Maffra: Quando você pensa com cabeça de dono, todo mundo aqui é sócio, pensa com um mindset mais alongado, de dez anos, 20, 30 anos. Ninguém está preocupado com o bônus do semestre ou o resultado só do trimestre. Óbvio que se preocupa com preço da ação, mas nosso mindset é muito mais longo, só não pode fazer bobagem pelo caminho. Se continuar crescendo, é um jogo de juros compostos ao longo do tempo. Então, quando pensa em crédito, a gente vai com essa cabeça de começar pequeno e ir escalando de um jeito muito seguro. Vários bancos, quando tentam ir muito rápido em crédito, o tropeço é grande.
Valor: As ações da XP caíram muito desde o IPO. O investidor não tem tido dias felizes?
Maffra: No IPO, a ação saiu a US$ 27, chegou a bater US$ 52 no fim de 2021, e em 22, com todo o cenário macro e compressão de múltiplos de empresas de ‘high growth’ [alto crescimento] pelo mundo, está no preço em que está hoje, US$ 11. Quando se olham as métricas que demos no IPO, mais do que entregamos. Tivemos que revisar o guidance para cima porque estávamos entregando muito mais do que colocamos. Captamos nesses anos R$ 150, R$ 180 bilhões por ano de dinheiro novo. Nossa rede saiu de 2 mil assessores pra 12,3 mil. Os principais indicadores da empresa foram bem.
Valor: Por que o investidor não está refletindo isso nas ações?
Maffra: Teve uma mudança global de ratings, de múltiplos. A XP chegou a ser negociada a 44 vezes o lucro, hoje está a nove. Talvez 44 estivesse errado e exagerado, nove também. Para uma empresa que continua crescendo, talvez seja uma das que estão com o valuation mais descontado no mercado.
Valor: A empresa está com dificuldade de mostrar essa evolução?
Maffra: Tem muito do momento. No ano passado a gente fez até alguns ajustes de comunicação com o mercado, teve uma distância maior minha, do Guilherme [Benchimol, presidente do conselho], do top management, que estava muito focado para dentro, em colocar essas verticais de pé. A gente corrigiu isso, está conversando com vocês, fez eventos com ‘sell side’ muito com ‘buy side’, eu e o Guilherme, o Zé tem falado com investidores. Acho que teve, talvez, erros de comunicação que a gente vem ajustando. Seguramos muito custo em 2022. Viemos de anos de bull market, de muito crescimento, contratamos 4 mil pessoas na pandemia, é difícil. Falar que fez todo esse crescimento construindo tudo com o máximo de eficiência? Acho que não, está aqui a prova, a XP reduziu bastante o custo, deu um novo guidance, em que assume o compromisso de reduzir algo como quase R$ 600 milhões de custo e já fez. Tem um mix dessas três coisas: mercado, comunicação e percepção de não ter feito ajustes na velocidade que deveria.
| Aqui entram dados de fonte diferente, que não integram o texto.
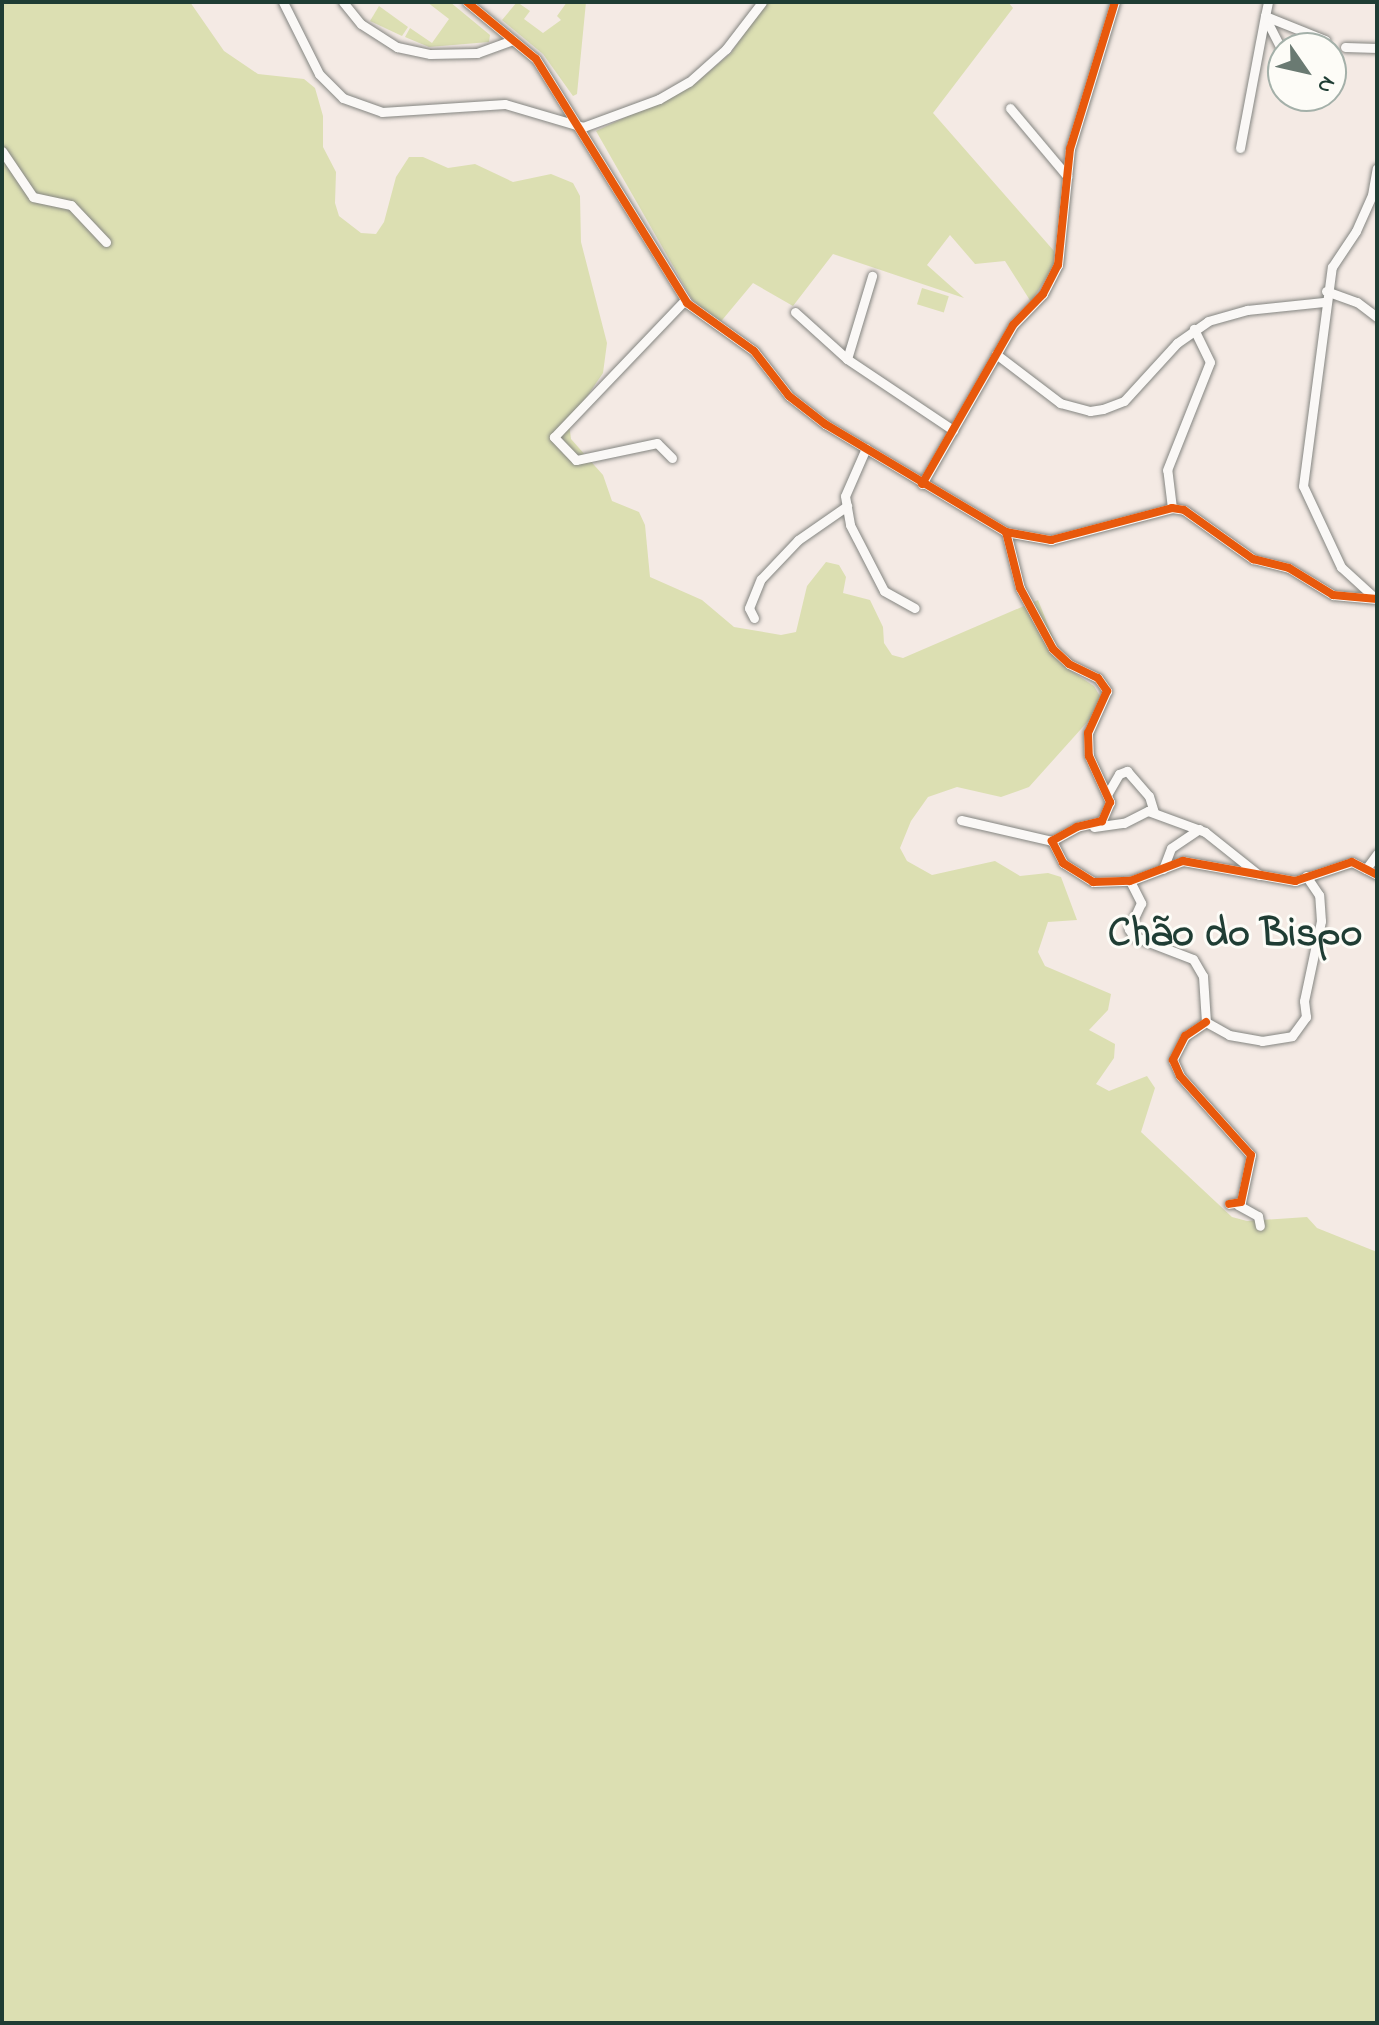 <!DOCTYPE html>
<meta charset="utf-8">
<style>
body{margin:0}
#map{position:relative;width:1379px;height:2025px;overflow:hidden;background:#f4eae4;font-family:"Indie Flower",sans-serif}
div>[style]{position:absolute}
.green>*{inset:0;background:#dcdfb2;transform-origin:0 0}
.roads{filter:drop-shadow(0 0 2px #848581) drop-shadow(0 0 2px #848581)}
.minor>*{height:9px;margin:-4.5px;padding:0 4.5px;transform-origin:4.5px;border-radius:4.5px;background:#faf8f6}
.cycleway>*{height:8px;margin:-4px;padding:0 4px;transform-origin:4px;border-radius:4px;background:#e8590c}
span{translate:-50% -50%;white-space:nowrap;text-align:center;line-height:1.15;-webkit-text-stroke:6px #fdfcf7;paint-order:stroke}
.district-label{font-size:42px;color:#1f3d34;font-weight:700}
.frame{position:absolute;inset:0;border:4px solid #1f3d34;pointer-events:none}
.north{position:absolute;left:1267px;top:32px;width:80px;height:80px;box-sizing:border-box;background:#fdfcf7;border:2px solid #a4b0a9;border-radius:50%;rotate:124deg;font-size:22px;font-weight:700;line-height:32px;text-align:center;color:#1f3d34}
.north::after{content:'';display:block;margin:auto;width:28px;height:36px;background:#6a7a72;clip-path:polygon(50% 0,100% 100%,50% 72%,0 100%)}
</style>
<div id="map">
<div class="green">
<i style="clip-path:polygon(2px 2px,190px 2px,224px 51px,258px 74px,304px 79px,315px 88px,323px 116px,323px 147px,336px 172px,335px 203px,339px 216px,361px 233px,376px 234px,384px 222px,396px 177px,409px 157px,423px 157px,448px 168px,475px 164px,513px 182px,551px 174px,573px 183px,580px 196px,581px 242px,607px 343px,603px 373px,569px 423px,571px 439px,603px 475px,612px 501px,639px 512px,645px 525px,650px 577px,702px 600px,734px 627px,781px 635px,796px 632px,807px 586px,826px 562px,839px 565px,846px 577px,843px 593px,870px 600px,883px 627px,884px 643px,892px 655px,903px 658px,1038px 600px,1065px 667px,1094px 686px,1101px 698px,1090px 719px,1029px 787px,1001px 797px,957px 787px,928px 797px,911px 821px,900px 848px,907px 861px,932px 875px,995px 861px,1020px 876px,1048px 873px,1061px 877px,1077px 920px,1048px 922px,1038px 952px,1045px 966px,1111px 994px,1108px 1010px,1089px 1030px,1115px 1044px,1114px 1058px,1096px 1084px,1109px 1091px,1147px 1076px,1155px 1088px,1141px 1132px,1232px 1217px,1247px 1221px,1307px 1217px,1317px 1228px,1377px 1252px,1377px 2023px,2px 2023px)"></i>
<i style="clip-path:polygon(427px 2px,450px 2px,490px 35px,489px 42px,429px 47px,405px 37px,410px 28px,432px 43px,449px 19px)"></i>
<i style="clip-path:polygon(517px 2px,530px 11px,524px 19px,543px 33px,561px 20px,557px 16px,567px 2px,586px 2px,577px 94px,573px 96px,543px 54px,502px 20px)"></i>
<i style="clip-path:polygon(766px 2px,1008px 2px,1013px 8px,933px 113px,1054px 251px,1054px 265px,1031px 302px,1005px 261px,975px 264px,950px 235px,927px 265px,964px 298px,833px 254px,793px 306px,753px 283px,718px 325px,692px 299px,596px 131px,692px 86px,731px 53px)"></i>
<i style="clip-path:polygon(379px 6px,408px 27px,402px 36px,370px 21px)"></i>
<i style="left:922px;top:288px;width:28px;height:17px;rotate:17deg"></i>
</div>
<div class="roads">
<div class="minor">
<i style="left:283px;top:2px;width:80px;rotate:63.4deg"></i>
<i style="left:319px;top:74px;width:34px;rotate:45deg"></i>
<i style="left:343px;top:98px;width:41px;rotate:19.7deg"></i>
<i style="left:382px;top:112px;width:123px;rotate:-3.7deg"></i>
<i style="left:505px;top:104px;width:81px;rotate:16.4deg"></i>
<i style="left:583px;top:127px;width:81px;rotate:-20.2deg"></i>
<i style="left:659px;top:99px;width:34px;rotate:-30deg"></i>
<i style="left:689px;top:82px;width:50px;rotate:-41.7deg"></i>
<i style="left:726px;top:49px;width:59px;rotate:-52.5deg"></i>
<i style="left:343px;top:2px;width:28px;rotate:51deg"></i>
<i style="left:361px;top:24px;width:43px;rotate:32.6deg"></i>
<i style="left:397px;top:47px;width:34px;rotate:12deg"></i>
<i style="left:430px;top:54px;width:47px;rotate:-1.2deg"></i>
<i style="left:477px;top:53px;width:38px;rotate:-20deg"></i>
<i style="left:467px;top:2px;width:89px;rotate:39.6deg"></i>
<i style="left:536px;top:59px;width:287px;rotate:58.2deg"></i>
<i style="left:687px;top:303px;width:82px;rotate:35.6deg"></i>
<i style="left:754px;top:351px;width:57px;rotate:52.1deg"></i>
<i style="left:789px;top:396px;width:46px;rotate:37.9deg"></i>
<i style="left:825px;top:424px;width:211px;rotate:30.8deg"></i>
<i style="left:1006px;top:532px;width:46px;rotate:10.1deg"></i>
<i style="left:1051px;top:540px;width:125px;rotate:-14.8deg"></i>
<i style="left:1172px;top:508px;width:12px;rotate:9deg"></i>
<i style="left:1184px;top:510px;width:85px;rotate:35.4deg"></i>
<i style="left:1253px;top:559px;width:37px;rotate:14deg"></i>
<i style="left:1289px;top:568px;width:52px;rotate:31.5deg"></i>
<i style="left:1333px;top:595px;width:44px;rotate:5.2deg"></i>
<i style="left:1268px;top:2px;width:14px;rotate:102deg"></i>
<i style="left:1265px;top:16px;width:65px;rotate:21.8deg"></i>
<i style="left:1266px;top:19px;width:37px;rotate:63deg"></i>
<i style="left:1345px;top:47px;width:32px;rotate:2deg"></i>
<i style="left:1010px;top:108px;width:89px;rotate:50deg"></i>
<i style="left:1240px;top:148px;width:134px;rotate:-79.3deg"></i>
<i style="left:2px;top:151px;width:55px;rotate:56deg"></i>
<i style="left:33px;top:197px;width:39px;rotate:12deg"></i>
<i style="left:71px;top:205px;width:51px;rotate:46.6deg"></i>
<i style="left:1326px;top:291px;width:33px;rotate:20deg"></i>
<i style="left:1357px;top:302px;width:25px;rotate:37deg"></i>
<i style="left:795px;top:312px;width:70px;rotate:42.1deg"></i>
<i style="left:847px;top:359px;width:128px;rotate:33.8deg"></i>
<i style="left:996px;top:354px;width:81px;rotate:37.4deg"></i>
<i style="left:1060px;top:403px;width:31px;rotate:15deg"></i>
<i style="left:1090px;top:411px;width:13px;rotate:-9deg"></i>
<i style="left:1103px;top:409px;width:22px;rotate:-21deg"></i>
<i style="left:1124px;top:401px;width:79px;rotate:-47.6deg"></i>
<i style="left:1177px;top:343px;width:38px;rotate:-35deg"></i>
<i style="left:1208px;top:321px;width:41px;rotate:-15.8deg"></i>
<i style="left:1247px;top:310px;width:77px;rotate:-5.9deg"></i>
<i style="left:847px;top:359px;width:87px;rotate:-73.2deg"></i>
<i style="left:866px;top:448px;width:52px;rotate:113.6deg"></i>
<i style="left:845px;top:496px;width:29px;rotate:80deg"></i>
<i style="left:850px;top:525px;width:74px;rotate:62.7deg"></i>
<i style="left:884px;top:591px;width:35px;rotate:29deg"></i>
<i style="left:672px;top:458px;width:21px;rotate:-135deg"></i>
<i style="left:657px;top:443px;width:83px;rotate:168.1deg"></i>
<i style="left:576px;top:460px;width:32px;rotate:-134deg"></i>
<i style="left:554px;top:437px;width:190px;rotate:-46.3deg"></i>
<i style="left:922px;top:484px;width:183px;rotate:-60.2deg"></i>
<i style="left:1013px;top:325px;width:43px;rotate:-45.9deg"></i>
<i style="left:1043px;top:294px;width:33px;rotate:-63deg"></i>
<i style="left:1058px;top:265px;width:117px;rotate:-84.1deg"></i>
<i style="left:1070px;top:149px;width:154px;rotate:-73deg"></i>
<i style="left:1172px;top:508px;width:38px;rotate:-97deg"></i>
<i style="left:1167px;top:470px;width:116px;rotate:-68.3deg"></i>
<i style="left:1210px;top:362px;width:37px;rotate:-116deg"></i>
<i style="left:1006px;top:532px;width:58px;rotate:76deg"></i>
<i style="left:1020px;top:588px;width:69px;rotate:61.6deg"></i>
<i style="left:1053px;top:649px;width:22px;rotate:43deg"></i>
<i style="left:1069px;top:664px;width:32px;rotate:26deg"></i>
<i style="left:1098px;top:678px;width:16px;rotate:55deg"></i>
<i style="left:1107px;top:691px;width:46px;rotate:114.3deg"></i>
<i style="left:1088px;top:733px;width:23px;rotate:88deg"></i>
<i style="left:1089px;top:756px;width:51px;rotate:65.5deg"></i>
<i style="left:1110px;top:802px;width:21px;rotate:113deg"></i>
<i style="left:1102px;top:821px;width:26px;rotate:167deg"></i>
<i style="left:1077px;top:827px;width:29px;rotate:151deg"></i>
<i style="left:1052px;top:841px;width:25px;rotate:63deg"></i>
<i style="left:1063px;top:863px;width:36px;rotate:32deg"></i>
<i style="left:1093px;top:882px;width:37px;rotate:-2deg"></i>
<i style="left:1130px;top:881px;width:57px;rotate:-20.7deg"></i>
<i style="left:1183px;top:861px;width:114px;rotate:10.1deg"></i>
<i style="left:1295px;top:881px;width:60px;rotate:-18.4deg"></i>
<i style="left:1352px;top:862px;width:28px;rotate:27deg"></i>
<i style="left:1375px;top:598px;width:46px;rotate:-137.6deg"></i>
<i style="left:1341px;top:567px;width:89px;rotate:-115.1deg"></i>
<i style="left:1303px;top:486px;width:221px;rotate:-82.5deg"></i>
<i style="left:1332px;top:267px;width:43px;rotate:-56.3deg"></i>
<i style="left:1356px;top:231px;width:39px;rotate:-66deg"></i>
<i style="left:1372px;top:195px;width:27px;rotate:-80deg"></i>
<i style="left:754px;top:618px;width:11px;rotate:-117deg"></i>
<i style="left:749px;top:608px;width:31px;rotate:-68deg"></i>
<i style="left:761px;top:579px;width:54px;rotate:-46.5deg"></i>
<i style="left:798px;top:540px;width:60px;rotate:-34.8deg"></i>
<i style="left:1108px;top:793px;width:22px;rotate:-60deg"></i>
<i style="left:1119px;top:774px;width:9px;rotate:-21deg"></i>
<i style="left:1127px;top:771px;width:33px;rotate:49deg"></i>
<i style="left:1149px;top:796px;width:17px;rotate:73deg"></i>
<i style="left:961px;top:820px;width:93px;rotate:13deg"></i>
<i style="left:1094px;top:827px;width:30px;rotate:-8deg"></i>
<i style="left:1124px;top:823px;width:27px;rotate:-27deg"></i>
<i style="left:1148px;top:811px;width:61px;rotate:20.2deg"></i>
<i style="left:1205px;top:832px;width:69px;rotate:38.5deg"></i>
<i style="left:1163px;top:869px;width:22px;rotate:-69deg"></i>
<i style="left:1171px;top:848px;width:34px;rotate:-34deg"></i>
<i style="left:1366px;top:869px;width:19px;rotate:-54deg"></i>
<i style="left:1130px;top:881px;width:25px;rotate:63deg"></i>
<i style="left:1141px;top:903px;width:29px;rotate:115deg"></i>
<i style="left:1129px;top:929px;width:8px;rotate:60deg"></i>
<i style="left:1133px;top:936px;width:64px;rotate:21deg"></i>
<i style="left:1193px;top:959px;width:20px;rotate:60deg"></i>
<i style="left:1203px;top:976px;width:46px;rotate:86.3deg"></i>
<i style="left:1206px;top:1022px;width:26px;rotate:29deg"></i>
<i style="left:1229px;top:1035px;width:34px;rotate:10deg"></i>
<i style="left:1262px;top:1041px;width:30px;rotate:-9deg"></i>
<i style="left:1292px;top:1036px;width:24px;rotate:-54deg"></i>
<i style="left:1306px;top:1017px;width:16px;rotate:-97deg"></i>
<i style="left:1304px;top:1001px;width:82px;rotate:-78deg"></i>
<i style="left:1321px;top:921px;width:26px;rotate:-94deg"></i>
<i style="left:1319px;top:895px;width:23px;rotate:-124deg"></i>
<i style="left:1206px;top:1022px;width:25px;rotate:146deg"></i>
<i style="left:1185px;top:1036px;width:27px;rotate:117deg"></i>
<i style="left:1173px;top:1060px;width:17px;rotate:66deg"></i>
<i style="left:1180px;top:1076px;width:106px;rotate:48.1deg"></i>
<i style="left:1251px;top:1155px;width:48px;rotate:102deg"></i>
<i style="left:1241px;top:1202px;width:12px;rotate:171deg"></i>
<i style="left:1238px;top:1205px;width:23px;rotate:29deg"></i>
<i style="left:1258px;top:1216px;width:10px;rotate:79deg"></i>
</div>
</div>
<div class="cycleway">
<i style="left:467px;top:2px;width:89px;rotate:39.6deg"></i>
<i style="left:536px;top:59px;width:287px;rotate:58.2deg"></i>
<i style="left:687px;top:303px;width:82px;rotate:35.6deg"></i>
<i style="left:754px;top:351px;width:57px;rotate:52.1deg"></i>
<i style="left:789px;top:396px;width:46px;rotate:37.9deg"></i>
<i style="left:825px;top:424px;width:211px;rotate:30.8deg"></i>
<i style="left:1006px;top:532px;width:46px;rotate:10.1deg"></i>
<i style="left:1051px;top:540px;width:125px;rotate:-14.8deg"></i>
<i style="left:1172px;top:508px;width:12px;rotate:9deg"></i>
<i style="left:1184px;top:510px;width:85px;rotate:35.4deg"></i>
<i style="left:1253px;top:559px;width:37px;rotate:14deg"></i>
<i style="left:1289px;top:568px;width:52px;rotate:31.5deg"></i>
<i style="left:1333px;top:595px;width:44px;rotate:5.2deg"></i>
<i style="left:922px;top:484px;width:183px;rotate:-60.2deg"></i>
<i style="left:1013px;top:325px;width:43px;rotate:-45.9deg"></i>
<i style="left:1043px;top:294px;width:33px;rotate:-63deg"></i>
<i style="left:1058px;top:265px;width:117px;rotate:-84.1deg"></i>
<i style="left:1070px;top:149px;width:154px;rotate:-73deg"></i>
<i style="left:1006px;top:532px;width:58px;rotate:76deg"></i>
<i style="left:1020px;top:588px;width:69px;rotate:61.6deg"></i>
<i style="left:1053px;top:649px;width:22px;rotate:43deg"></i>
<i style="left:1069px;top:664px;width:32px;rotate:26deg"></i>
<i style="left:1098px;top:678px;width:16px;rotate:55deg"></i>
<i style="left:1107px;top:691px;width:46px;rotate:114.3deg"></i>
<i style="left:1088px;top:733px;width:23px;rotate:88deg"></i>
<i style="left:1089px;top:756px;width:51px;rotate:65.5deg"></i>
<i style="left:1110px;top:802px;width:21px;rotate:113deg"></i>
<i style="left:1102px;top:821px;width:26px;rotate:167deg"></i>
<i style="left:1077px;top:827px;width:29px;rotate:151deg"></i>
<i style="left:1052px;top:841px;width:25px;rotate:63deg"></i>
<i style="left:1063px;top:863px;width:36px;rotate:32deg"></i>
<i style="left:1093px;top:882px;width:37px;rotate:-2deg"></i>
<i style="left:1130px;top:881px;width:57px;rotate:-20.7deg"></i>
<i style="left:1183px;top:861px;width:114px;rotate:10.1deg"></i>
<i style="left:1295px;top:881px;width:60px;rotate:-18.4deg"></i>
<i style="left:1352px;top:862px;width:28px;rotate:27deg"></i>
<i style="left:1206px;top:1022px;width:25px;rotate:146deg"></i>
<i style="left:1185px;top:1036px;width:27px;rotate:117deg"></i>
<i style="left:1173px;top:1060px;width:17px;rotate:66deg"></i>
<i style="left:1180px;top:1076px;width:106px;rotate:48.1deg"></i>
<i style="left:1251px;top:1155px;width:48px;rotate:102deg"></i>
<i style="left:1241px;top:1202px;width:12px;rotate:171deg"></i>
</div>
<div class="district-label">
<span style="left:1235px;top:935px">Chão do Bispo</span>
</div>
<div class="frame"></div>
<div class="north">N</div>
</div>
Berenguer: A gente vai errar. Agora, a gente corrige rápido. A empresa ainda é muito ágil e fácil de se corrigir. É duro, não é agradável, mas é rápida na correção. Esperamos que erre cada vez menos, mas vamos cometer erros.
Valor: Nos últimos anos, a competição aumentou, surgiram outras plataformas e até os grandes bancos mudaram. Ficou mais difícil?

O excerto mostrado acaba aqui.